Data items
_ _ _
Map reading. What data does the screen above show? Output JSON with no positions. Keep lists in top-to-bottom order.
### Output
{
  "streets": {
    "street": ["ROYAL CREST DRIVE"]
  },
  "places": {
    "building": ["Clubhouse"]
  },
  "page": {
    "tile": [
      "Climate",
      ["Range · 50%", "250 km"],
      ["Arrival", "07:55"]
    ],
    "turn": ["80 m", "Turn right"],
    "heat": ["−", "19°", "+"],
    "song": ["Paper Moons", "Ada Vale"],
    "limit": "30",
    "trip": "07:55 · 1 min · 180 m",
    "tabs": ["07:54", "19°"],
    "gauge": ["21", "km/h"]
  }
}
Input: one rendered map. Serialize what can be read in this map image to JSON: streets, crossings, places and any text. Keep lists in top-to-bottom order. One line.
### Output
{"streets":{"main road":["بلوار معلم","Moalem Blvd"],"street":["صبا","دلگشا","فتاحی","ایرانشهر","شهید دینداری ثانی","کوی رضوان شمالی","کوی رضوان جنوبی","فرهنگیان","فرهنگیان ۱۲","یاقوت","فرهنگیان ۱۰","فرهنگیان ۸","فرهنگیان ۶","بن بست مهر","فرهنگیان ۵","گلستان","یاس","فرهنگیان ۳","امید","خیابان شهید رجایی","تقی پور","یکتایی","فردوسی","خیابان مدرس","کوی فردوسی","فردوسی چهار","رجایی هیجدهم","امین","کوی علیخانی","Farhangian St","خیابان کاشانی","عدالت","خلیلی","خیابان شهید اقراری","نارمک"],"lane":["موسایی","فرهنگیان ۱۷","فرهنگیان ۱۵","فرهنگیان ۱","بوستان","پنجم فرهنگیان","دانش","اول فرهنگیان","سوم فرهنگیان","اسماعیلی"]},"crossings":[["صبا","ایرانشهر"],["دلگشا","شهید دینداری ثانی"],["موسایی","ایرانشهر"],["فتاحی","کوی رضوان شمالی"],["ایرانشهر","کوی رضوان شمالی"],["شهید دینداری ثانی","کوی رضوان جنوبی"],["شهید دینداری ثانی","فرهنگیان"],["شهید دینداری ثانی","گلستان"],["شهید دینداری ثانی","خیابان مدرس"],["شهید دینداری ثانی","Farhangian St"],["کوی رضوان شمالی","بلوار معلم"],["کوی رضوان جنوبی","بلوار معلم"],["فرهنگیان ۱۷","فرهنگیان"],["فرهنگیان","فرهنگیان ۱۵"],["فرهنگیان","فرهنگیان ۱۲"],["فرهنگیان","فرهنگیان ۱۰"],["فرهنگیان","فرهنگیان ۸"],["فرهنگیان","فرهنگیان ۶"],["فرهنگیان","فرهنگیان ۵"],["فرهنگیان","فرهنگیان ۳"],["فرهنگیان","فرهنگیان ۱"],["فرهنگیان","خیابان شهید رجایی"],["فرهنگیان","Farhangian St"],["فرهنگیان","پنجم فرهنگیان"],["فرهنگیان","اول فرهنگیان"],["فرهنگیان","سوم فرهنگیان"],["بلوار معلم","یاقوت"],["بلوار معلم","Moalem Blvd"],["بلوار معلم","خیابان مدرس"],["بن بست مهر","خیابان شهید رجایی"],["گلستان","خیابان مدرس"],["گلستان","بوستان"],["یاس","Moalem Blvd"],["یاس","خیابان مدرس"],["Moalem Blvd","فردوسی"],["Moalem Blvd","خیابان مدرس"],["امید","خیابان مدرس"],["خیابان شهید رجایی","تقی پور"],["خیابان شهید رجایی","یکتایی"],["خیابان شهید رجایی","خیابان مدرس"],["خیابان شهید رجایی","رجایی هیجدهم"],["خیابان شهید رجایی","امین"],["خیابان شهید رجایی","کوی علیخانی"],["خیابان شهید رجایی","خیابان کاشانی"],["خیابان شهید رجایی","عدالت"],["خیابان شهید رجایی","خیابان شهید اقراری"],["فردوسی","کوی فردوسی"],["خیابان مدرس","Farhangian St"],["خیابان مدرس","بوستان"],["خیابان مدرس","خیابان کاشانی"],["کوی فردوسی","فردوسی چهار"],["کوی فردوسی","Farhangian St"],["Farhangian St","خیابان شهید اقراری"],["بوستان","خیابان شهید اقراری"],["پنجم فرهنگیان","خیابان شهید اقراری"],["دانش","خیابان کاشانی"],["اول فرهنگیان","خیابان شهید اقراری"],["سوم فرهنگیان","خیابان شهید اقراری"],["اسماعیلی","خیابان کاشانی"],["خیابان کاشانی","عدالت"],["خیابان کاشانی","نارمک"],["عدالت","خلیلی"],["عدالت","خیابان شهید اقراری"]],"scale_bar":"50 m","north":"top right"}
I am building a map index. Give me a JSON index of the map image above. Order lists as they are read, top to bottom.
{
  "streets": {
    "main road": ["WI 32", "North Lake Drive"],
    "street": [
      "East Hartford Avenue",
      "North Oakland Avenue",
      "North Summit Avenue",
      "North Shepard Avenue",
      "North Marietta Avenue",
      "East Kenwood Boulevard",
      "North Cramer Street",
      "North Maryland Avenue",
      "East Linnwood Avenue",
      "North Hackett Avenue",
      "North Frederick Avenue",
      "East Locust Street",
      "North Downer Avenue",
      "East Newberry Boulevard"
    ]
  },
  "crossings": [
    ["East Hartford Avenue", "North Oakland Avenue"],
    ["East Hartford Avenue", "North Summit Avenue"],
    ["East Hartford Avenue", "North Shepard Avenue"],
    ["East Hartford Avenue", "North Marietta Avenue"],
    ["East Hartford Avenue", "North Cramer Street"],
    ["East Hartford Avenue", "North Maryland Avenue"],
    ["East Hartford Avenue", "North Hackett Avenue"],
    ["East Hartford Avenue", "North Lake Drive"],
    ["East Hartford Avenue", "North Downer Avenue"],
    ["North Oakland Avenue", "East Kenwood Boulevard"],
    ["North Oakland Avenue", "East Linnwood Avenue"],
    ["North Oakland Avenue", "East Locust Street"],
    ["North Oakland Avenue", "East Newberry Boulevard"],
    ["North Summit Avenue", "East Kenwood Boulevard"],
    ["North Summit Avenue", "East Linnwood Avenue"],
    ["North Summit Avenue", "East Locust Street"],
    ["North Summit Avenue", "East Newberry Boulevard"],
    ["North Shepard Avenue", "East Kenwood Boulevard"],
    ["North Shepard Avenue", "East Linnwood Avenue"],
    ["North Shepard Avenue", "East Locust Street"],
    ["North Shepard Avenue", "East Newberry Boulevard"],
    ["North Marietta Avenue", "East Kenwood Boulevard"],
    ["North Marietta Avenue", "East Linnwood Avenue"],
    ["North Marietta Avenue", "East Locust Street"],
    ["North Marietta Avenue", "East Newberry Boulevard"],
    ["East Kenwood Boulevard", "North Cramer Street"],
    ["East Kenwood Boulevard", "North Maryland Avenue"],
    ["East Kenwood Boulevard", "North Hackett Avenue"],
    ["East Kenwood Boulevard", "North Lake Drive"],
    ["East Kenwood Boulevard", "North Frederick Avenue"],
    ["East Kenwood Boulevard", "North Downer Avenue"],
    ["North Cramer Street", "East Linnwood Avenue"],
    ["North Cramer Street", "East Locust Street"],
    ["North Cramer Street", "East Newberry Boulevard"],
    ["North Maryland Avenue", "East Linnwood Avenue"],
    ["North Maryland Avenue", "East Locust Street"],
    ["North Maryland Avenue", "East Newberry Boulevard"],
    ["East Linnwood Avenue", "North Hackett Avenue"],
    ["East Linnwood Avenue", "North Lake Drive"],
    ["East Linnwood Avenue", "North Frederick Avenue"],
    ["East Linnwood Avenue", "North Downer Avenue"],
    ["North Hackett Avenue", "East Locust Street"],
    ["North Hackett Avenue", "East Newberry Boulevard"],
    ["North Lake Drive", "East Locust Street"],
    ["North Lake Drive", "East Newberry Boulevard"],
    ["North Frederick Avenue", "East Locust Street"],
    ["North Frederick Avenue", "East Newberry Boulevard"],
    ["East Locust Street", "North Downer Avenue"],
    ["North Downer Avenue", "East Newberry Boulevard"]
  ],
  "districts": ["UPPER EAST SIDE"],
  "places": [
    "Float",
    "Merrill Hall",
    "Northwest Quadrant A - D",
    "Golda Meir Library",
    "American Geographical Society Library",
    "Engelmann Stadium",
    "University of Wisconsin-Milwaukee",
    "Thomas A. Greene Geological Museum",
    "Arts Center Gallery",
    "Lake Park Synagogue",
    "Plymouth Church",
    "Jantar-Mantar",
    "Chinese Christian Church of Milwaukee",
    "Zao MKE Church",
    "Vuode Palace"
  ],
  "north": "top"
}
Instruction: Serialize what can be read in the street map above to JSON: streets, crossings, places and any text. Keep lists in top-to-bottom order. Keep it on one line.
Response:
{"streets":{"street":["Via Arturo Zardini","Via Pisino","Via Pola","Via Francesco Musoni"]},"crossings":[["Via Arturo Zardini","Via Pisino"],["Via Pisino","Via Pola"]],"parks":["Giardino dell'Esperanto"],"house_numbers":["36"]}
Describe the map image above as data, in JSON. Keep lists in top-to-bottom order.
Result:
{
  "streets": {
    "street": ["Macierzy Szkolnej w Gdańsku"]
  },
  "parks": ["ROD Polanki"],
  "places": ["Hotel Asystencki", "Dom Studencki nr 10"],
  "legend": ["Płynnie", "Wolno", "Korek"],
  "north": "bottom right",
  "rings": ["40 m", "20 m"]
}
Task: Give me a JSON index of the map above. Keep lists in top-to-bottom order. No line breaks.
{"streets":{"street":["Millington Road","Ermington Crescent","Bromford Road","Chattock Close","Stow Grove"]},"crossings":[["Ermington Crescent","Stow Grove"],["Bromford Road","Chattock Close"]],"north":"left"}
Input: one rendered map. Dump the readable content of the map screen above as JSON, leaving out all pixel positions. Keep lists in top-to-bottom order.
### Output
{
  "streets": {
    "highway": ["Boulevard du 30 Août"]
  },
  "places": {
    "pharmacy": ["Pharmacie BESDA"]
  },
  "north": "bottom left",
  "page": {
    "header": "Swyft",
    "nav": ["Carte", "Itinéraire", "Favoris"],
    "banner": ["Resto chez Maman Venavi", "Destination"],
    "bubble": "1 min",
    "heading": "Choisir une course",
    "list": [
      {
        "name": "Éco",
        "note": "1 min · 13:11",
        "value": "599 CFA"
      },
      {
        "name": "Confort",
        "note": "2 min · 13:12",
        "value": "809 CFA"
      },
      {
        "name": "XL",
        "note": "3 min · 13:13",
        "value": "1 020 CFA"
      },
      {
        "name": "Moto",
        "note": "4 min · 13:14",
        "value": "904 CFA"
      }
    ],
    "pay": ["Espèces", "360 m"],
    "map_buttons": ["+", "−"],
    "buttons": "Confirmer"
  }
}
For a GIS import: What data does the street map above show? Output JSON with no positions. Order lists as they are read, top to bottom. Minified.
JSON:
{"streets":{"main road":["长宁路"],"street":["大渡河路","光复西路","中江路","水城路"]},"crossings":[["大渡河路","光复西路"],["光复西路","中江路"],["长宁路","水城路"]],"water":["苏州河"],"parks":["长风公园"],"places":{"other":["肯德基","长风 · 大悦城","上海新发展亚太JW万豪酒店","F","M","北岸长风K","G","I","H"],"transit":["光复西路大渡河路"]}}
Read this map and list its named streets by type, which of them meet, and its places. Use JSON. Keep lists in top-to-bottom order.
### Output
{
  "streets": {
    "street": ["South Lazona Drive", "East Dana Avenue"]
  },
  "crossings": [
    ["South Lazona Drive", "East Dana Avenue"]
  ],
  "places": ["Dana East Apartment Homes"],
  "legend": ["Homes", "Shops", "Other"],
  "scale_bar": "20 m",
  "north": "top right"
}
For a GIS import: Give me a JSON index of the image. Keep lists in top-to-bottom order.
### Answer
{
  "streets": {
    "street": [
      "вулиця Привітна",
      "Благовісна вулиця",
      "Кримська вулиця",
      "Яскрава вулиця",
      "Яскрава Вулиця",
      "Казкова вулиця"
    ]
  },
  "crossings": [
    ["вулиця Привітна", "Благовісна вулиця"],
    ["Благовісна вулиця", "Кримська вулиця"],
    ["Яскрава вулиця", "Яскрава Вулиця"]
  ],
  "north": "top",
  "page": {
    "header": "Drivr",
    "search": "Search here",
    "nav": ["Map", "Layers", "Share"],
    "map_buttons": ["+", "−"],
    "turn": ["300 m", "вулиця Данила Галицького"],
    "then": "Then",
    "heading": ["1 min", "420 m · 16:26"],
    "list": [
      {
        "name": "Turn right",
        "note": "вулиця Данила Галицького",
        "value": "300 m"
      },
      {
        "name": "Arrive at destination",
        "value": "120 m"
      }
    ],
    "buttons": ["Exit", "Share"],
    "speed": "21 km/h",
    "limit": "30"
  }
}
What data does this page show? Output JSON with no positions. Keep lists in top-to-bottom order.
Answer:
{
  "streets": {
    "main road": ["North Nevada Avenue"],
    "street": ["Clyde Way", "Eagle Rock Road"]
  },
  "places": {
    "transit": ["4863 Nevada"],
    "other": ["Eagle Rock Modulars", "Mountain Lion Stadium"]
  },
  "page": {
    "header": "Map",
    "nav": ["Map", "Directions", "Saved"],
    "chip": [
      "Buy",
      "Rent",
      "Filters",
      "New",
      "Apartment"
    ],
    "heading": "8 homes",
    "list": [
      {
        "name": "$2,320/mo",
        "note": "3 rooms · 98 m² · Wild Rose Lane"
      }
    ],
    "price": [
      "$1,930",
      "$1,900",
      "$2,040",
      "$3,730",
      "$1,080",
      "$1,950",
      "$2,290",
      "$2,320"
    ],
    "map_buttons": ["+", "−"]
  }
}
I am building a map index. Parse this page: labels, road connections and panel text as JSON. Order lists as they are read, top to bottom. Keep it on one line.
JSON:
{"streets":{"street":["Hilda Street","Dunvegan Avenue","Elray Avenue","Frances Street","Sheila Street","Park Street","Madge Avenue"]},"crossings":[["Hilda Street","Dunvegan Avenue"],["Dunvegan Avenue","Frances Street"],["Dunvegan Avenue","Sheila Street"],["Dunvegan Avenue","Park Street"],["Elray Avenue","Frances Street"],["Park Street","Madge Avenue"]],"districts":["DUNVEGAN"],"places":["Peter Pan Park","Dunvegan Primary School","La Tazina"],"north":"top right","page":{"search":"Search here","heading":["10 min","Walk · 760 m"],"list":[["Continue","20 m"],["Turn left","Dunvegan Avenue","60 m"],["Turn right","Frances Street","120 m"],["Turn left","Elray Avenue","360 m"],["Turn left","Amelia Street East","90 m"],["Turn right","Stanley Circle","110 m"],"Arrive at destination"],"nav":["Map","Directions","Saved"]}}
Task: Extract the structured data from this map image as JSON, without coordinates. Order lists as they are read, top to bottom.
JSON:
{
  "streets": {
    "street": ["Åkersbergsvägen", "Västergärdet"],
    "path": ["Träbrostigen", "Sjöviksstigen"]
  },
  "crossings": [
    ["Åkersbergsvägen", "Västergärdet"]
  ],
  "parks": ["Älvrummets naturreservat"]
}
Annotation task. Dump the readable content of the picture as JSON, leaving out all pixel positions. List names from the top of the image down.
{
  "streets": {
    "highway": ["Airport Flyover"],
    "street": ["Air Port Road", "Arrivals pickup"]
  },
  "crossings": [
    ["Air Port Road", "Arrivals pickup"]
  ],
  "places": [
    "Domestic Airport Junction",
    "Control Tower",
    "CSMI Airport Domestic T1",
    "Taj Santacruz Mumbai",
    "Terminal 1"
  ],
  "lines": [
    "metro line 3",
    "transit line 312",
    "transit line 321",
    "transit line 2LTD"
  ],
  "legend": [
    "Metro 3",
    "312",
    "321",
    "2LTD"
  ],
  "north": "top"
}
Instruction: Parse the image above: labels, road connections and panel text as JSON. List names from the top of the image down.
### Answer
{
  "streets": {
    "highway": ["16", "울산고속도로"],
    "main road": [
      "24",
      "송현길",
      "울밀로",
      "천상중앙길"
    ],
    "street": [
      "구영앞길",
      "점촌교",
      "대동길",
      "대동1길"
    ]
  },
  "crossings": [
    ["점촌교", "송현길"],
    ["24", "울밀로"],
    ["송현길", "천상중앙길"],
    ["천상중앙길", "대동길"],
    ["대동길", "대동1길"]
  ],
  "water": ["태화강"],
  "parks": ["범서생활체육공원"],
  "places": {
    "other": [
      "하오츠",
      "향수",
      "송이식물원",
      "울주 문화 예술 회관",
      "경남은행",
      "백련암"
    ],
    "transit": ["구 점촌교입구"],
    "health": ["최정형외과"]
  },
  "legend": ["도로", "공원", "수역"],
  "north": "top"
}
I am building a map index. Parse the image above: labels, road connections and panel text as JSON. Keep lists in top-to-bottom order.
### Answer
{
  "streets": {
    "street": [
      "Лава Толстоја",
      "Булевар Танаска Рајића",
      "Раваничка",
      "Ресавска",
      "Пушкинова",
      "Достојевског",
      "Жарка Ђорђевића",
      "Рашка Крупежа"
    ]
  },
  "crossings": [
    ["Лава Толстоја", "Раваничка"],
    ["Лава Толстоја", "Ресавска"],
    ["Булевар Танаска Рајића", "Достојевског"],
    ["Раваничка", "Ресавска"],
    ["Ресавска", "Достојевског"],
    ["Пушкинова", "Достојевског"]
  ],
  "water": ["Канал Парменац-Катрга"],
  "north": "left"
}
_ _ _
▶ ACTIVITY:
Copy all lines of the records in which the string "they" can be found.

▶ ANSWER FOR THIS EXERCISE:
I am building a map index. Give me a JSON index of the map image above. Order lists as they are read, top to bottom.
For a GIS import: What data does the street map above show? Output JSON with no positions. Order lists as they are read, top to bottom. Minified.
I am building a map index. Parse this page: labels, road connections and panel text as JSON. Order lists as they are read, top to bottom. Keep it on one line.
Task: Extract the structured data from this map image as JSON, without coordinates. Order lists as they are read, top to bottom.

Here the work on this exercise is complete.